# Your objective
After finding the line with "Quick job: Convert" in the entries below, retype exactly each line from there through the line with "Input: one rendered", including that final line.

# Data

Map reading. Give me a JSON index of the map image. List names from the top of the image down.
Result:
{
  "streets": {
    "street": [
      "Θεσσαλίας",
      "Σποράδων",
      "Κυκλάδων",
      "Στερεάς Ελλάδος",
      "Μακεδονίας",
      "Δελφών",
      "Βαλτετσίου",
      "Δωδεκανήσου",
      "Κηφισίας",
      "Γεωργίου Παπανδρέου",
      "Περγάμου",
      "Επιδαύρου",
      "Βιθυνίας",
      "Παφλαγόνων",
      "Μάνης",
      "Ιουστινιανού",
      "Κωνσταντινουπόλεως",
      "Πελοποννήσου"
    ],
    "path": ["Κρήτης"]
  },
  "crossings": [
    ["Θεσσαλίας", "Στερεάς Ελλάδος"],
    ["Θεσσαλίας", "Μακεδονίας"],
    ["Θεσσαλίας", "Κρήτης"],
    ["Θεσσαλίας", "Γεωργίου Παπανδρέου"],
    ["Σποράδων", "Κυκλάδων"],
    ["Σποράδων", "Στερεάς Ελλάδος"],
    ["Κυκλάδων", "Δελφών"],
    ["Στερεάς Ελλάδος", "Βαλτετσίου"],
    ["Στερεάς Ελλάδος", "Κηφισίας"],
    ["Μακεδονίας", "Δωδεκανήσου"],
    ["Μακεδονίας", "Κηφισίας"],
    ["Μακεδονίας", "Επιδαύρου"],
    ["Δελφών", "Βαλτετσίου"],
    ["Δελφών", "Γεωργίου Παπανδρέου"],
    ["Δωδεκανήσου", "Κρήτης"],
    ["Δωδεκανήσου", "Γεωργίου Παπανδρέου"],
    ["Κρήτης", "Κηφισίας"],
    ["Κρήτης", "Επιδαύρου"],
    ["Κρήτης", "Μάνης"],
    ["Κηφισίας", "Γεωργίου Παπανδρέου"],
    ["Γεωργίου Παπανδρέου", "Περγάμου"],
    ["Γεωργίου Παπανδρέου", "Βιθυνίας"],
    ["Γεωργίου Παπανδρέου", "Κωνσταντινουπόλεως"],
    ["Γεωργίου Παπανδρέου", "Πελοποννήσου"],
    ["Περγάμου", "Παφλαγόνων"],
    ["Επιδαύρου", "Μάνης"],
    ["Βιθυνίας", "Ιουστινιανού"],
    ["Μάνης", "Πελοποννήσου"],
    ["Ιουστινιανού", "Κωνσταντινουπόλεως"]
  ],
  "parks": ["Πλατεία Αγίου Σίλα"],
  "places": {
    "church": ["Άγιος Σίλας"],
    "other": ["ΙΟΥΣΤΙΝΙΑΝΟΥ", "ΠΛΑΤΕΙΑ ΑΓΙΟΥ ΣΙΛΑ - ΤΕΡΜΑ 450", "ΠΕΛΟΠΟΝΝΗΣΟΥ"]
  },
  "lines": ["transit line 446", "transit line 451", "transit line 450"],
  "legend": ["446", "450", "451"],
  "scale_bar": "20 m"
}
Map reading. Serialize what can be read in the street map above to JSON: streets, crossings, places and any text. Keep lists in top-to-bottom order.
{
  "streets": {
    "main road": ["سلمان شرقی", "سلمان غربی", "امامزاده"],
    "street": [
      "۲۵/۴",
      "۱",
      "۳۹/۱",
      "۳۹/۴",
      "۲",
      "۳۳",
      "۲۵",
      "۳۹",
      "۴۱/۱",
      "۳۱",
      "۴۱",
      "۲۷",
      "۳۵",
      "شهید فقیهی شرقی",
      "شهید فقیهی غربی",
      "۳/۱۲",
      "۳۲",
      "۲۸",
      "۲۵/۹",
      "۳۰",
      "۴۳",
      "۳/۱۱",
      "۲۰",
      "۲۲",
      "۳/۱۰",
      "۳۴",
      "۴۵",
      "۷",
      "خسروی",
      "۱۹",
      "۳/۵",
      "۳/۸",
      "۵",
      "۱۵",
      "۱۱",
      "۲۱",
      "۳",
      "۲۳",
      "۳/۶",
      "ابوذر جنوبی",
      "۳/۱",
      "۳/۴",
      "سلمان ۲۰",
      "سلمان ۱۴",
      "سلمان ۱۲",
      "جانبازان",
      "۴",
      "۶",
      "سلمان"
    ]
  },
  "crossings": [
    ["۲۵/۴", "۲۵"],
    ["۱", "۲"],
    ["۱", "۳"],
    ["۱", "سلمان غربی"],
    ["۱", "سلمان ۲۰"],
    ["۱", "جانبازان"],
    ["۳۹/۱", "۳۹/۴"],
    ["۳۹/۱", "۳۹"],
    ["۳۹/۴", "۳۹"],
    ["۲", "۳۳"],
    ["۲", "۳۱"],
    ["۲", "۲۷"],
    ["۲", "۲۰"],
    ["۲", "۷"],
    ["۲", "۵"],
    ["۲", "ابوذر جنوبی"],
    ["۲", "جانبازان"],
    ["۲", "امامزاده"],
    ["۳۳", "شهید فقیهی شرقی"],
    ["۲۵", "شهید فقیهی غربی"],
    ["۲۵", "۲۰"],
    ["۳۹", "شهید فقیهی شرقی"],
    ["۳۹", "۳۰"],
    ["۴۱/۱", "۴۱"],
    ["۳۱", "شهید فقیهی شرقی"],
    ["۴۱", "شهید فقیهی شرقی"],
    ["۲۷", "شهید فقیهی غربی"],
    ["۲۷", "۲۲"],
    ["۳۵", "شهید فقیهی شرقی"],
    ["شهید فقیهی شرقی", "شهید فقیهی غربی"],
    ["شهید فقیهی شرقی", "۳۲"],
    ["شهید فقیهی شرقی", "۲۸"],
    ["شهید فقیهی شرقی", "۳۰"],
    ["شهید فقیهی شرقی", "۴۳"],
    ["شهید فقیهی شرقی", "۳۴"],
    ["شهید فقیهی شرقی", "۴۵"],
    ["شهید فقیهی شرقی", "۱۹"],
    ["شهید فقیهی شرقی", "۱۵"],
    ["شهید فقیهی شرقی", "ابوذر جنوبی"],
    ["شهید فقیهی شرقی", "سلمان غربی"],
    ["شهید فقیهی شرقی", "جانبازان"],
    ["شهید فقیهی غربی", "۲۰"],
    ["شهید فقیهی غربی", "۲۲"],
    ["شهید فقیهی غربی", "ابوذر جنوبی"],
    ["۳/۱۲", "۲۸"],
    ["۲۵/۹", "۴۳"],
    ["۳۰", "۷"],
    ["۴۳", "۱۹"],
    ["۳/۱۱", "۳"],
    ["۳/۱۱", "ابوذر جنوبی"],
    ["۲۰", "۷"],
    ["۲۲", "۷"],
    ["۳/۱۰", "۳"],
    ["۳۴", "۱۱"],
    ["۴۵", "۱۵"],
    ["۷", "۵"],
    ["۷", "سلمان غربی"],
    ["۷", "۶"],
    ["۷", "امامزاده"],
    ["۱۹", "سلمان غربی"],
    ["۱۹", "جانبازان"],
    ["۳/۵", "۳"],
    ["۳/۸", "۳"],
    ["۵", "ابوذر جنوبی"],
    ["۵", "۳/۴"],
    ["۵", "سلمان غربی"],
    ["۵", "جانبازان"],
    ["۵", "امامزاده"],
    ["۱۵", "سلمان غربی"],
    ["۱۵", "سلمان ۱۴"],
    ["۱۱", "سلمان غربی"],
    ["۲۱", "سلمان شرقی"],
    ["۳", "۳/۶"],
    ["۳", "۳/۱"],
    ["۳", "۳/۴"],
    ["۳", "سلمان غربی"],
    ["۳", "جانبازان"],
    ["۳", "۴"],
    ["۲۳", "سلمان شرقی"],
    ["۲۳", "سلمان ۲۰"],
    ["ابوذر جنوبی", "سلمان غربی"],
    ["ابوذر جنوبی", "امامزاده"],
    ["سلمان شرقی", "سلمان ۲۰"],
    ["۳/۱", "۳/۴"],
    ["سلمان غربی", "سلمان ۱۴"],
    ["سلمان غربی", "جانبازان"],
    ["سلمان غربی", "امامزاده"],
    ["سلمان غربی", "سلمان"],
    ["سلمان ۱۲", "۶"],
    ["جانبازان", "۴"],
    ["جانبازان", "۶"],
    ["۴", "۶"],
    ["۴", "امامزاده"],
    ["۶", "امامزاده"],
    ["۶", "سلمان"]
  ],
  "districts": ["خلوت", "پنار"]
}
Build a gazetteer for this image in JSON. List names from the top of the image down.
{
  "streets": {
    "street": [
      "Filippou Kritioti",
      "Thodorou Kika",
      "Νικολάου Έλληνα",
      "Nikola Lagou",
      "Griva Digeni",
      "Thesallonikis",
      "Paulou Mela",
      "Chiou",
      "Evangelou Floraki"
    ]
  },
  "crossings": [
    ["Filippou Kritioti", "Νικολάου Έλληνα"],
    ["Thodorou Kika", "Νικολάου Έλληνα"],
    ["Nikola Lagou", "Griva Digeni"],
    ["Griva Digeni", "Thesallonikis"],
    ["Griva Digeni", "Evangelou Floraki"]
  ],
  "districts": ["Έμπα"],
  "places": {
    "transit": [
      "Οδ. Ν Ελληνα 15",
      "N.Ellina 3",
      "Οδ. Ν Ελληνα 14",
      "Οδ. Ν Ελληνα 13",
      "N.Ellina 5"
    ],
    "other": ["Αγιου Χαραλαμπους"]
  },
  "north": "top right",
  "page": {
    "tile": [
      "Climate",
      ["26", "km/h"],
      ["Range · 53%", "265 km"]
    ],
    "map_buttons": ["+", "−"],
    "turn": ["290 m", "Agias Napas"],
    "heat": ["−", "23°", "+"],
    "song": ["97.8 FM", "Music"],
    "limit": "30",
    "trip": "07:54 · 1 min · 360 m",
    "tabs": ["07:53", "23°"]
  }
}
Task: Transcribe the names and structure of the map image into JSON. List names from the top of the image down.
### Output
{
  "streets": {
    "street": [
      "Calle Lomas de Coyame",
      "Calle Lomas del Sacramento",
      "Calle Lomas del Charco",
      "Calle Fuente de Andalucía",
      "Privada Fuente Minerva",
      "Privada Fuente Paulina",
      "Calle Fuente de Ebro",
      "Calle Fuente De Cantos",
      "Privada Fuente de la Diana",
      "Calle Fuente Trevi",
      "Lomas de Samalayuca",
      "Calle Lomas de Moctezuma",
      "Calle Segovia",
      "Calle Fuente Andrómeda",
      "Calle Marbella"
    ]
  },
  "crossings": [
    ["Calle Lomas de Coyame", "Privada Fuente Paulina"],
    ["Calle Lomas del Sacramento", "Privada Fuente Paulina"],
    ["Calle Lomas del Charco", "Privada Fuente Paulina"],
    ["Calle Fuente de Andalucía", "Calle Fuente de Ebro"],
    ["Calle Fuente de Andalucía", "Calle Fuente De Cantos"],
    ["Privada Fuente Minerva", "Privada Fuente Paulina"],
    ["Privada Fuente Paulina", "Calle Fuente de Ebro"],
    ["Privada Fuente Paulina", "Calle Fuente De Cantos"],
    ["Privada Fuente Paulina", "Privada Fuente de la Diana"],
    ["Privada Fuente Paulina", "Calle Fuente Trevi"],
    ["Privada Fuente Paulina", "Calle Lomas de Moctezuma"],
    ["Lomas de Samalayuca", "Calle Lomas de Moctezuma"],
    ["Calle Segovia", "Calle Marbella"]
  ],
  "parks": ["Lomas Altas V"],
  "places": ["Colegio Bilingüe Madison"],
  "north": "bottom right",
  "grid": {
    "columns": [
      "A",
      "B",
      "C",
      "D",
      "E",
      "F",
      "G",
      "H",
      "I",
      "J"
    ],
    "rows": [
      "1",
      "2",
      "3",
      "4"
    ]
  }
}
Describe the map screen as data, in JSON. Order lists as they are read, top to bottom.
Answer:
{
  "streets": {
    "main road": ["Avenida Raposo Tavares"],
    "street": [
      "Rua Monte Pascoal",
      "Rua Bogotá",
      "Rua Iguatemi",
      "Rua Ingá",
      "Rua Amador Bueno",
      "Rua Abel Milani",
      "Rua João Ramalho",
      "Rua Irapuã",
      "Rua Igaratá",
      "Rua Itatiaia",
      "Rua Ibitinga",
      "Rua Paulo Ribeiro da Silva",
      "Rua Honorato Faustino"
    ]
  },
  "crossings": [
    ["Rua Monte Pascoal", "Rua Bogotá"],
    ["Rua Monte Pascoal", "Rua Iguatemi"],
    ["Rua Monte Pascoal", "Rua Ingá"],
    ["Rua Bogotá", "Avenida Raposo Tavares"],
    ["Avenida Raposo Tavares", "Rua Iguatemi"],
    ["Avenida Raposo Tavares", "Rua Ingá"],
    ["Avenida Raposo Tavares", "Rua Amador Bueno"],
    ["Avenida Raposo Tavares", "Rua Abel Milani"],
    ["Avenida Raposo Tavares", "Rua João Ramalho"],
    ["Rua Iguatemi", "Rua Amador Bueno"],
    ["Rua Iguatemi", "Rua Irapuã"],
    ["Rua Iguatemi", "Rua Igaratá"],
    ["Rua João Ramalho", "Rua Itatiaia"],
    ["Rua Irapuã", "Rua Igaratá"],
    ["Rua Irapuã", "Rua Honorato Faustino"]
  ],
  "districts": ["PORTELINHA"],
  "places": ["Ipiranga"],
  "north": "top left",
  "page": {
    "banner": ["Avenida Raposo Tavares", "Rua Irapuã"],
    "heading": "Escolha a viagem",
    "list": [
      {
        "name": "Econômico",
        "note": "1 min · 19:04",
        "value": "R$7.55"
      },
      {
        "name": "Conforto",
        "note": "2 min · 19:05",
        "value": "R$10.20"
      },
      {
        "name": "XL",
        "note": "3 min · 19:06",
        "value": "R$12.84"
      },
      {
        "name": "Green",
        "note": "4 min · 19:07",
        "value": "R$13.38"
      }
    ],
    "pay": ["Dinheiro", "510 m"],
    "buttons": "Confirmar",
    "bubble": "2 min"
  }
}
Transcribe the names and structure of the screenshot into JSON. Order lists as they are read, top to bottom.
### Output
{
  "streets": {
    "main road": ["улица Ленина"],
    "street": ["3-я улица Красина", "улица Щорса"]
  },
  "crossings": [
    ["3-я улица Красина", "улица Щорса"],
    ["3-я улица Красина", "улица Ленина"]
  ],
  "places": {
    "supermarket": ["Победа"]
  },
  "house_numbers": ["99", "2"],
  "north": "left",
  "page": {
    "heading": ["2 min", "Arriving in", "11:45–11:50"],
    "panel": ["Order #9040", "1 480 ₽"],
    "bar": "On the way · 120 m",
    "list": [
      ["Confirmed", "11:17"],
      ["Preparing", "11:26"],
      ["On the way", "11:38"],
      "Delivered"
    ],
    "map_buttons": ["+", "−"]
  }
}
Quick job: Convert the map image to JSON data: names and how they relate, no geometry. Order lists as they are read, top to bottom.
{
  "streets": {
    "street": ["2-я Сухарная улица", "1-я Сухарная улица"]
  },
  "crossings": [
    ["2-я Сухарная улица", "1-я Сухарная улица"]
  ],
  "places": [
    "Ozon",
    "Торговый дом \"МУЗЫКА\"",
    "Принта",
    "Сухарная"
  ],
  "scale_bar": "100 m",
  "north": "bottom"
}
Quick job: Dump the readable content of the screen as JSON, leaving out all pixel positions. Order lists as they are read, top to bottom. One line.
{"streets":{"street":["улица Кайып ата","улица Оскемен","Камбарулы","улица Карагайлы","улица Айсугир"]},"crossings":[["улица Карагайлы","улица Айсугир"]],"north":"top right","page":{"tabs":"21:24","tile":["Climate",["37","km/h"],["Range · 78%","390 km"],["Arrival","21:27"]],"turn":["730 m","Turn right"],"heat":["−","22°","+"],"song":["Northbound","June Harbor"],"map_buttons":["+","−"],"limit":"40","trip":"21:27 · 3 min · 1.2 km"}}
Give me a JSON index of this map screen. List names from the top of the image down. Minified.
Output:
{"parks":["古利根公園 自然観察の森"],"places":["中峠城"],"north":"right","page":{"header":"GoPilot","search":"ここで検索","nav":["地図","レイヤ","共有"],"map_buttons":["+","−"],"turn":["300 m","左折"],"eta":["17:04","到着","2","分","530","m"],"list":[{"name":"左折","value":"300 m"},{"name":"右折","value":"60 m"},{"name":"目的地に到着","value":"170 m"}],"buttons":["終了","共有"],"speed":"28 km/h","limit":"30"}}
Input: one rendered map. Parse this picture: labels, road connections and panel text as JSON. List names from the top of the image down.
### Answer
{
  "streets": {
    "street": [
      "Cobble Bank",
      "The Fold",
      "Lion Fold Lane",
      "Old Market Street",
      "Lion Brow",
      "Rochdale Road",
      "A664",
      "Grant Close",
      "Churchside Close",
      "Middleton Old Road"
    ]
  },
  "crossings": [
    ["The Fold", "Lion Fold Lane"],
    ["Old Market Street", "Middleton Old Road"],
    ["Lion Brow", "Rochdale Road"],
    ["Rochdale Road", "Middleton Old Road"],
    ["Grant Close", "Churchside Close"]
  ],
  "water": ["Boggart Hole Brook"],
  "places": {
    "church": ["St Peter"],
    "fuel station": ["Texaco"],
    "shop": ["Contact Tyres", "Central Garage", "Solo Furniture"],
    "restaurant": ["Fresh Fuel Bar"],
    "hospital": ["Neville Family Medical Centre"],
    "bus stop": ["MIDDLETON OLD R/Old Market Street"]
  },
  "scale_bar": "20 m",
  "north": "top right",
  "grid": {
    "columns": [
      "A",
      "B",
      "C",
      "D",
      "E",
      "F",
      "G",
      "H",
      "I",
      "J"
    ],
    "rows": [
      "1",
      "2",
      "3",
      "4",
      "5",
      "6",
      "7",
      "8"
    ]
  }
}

# Response area
Quick job: Convert the map image to JSON data: names and how they relate, no geometry. Order lists as they are read, top to bottom.
{
  "streets": {
    "street": ["2-я Сухарная улица", "1-я Сухарная улица"]
  },
  "crossings": [
    ["2-я Сухарная улица", "1-я Сухарная улица"]
  ],
  "places": [
    "Ozon",
    "Торговый дом \"МУЗЫКА\"",
    "Принта",
    "Сухарная"
  ],
  "scale_bar": "100 m",
  "north": "bottom"
}
Quick job: Dump the readable content of the screen as JSON, leaving out all pixel positions. Order lists as they are read, top to bottom. One line.
{"streets":{"street":["улица Кайып ата","улица Оскемен","Камбарулы","улица Карагайлы","улица Айсугир"]},"crossings":[["улица Карагайлы","улица Айсугир"]],"north":"top right","page":{"tabs":"21:24","tile":["Climate",["37","km/h"],["Range · 78%","390 km"],["Arrival","21:27"]],"turn":["730 m","Turn right"],"heat":["−","22°","+"],"song":["Northbound","June Harbor"],"map_buttons":["+","−"],"limit":"40","trip":"21:27 · 3 min · 1.2 km"}}
Give me a JSON index of this map screen. List names from the top of the image down. Minified.
Output:
{"parks":["古利根公園 自然観察の森"],"places":["中峠城"],"north":"right","page":{"header":"GoPilot","search":"ここで検索","nav":["地図","レイヤ","共有"],"map_buttons":["+","−"],"turn":["300 m","左折"],"eta":["17:04","到着","2","分","530","m"],"list":[{"name":"左折","value":"300 m"},{"name":"右折","value":"60 m"},{"name":"目的地に到着","value":"170 m"}],"buttons":["終了","共有"],"speed":"28 km/h","limit":"30"}}
Input: one rendered map. Parse this picture: labels, road connections and panel text as JSON. List names from the top of the image down.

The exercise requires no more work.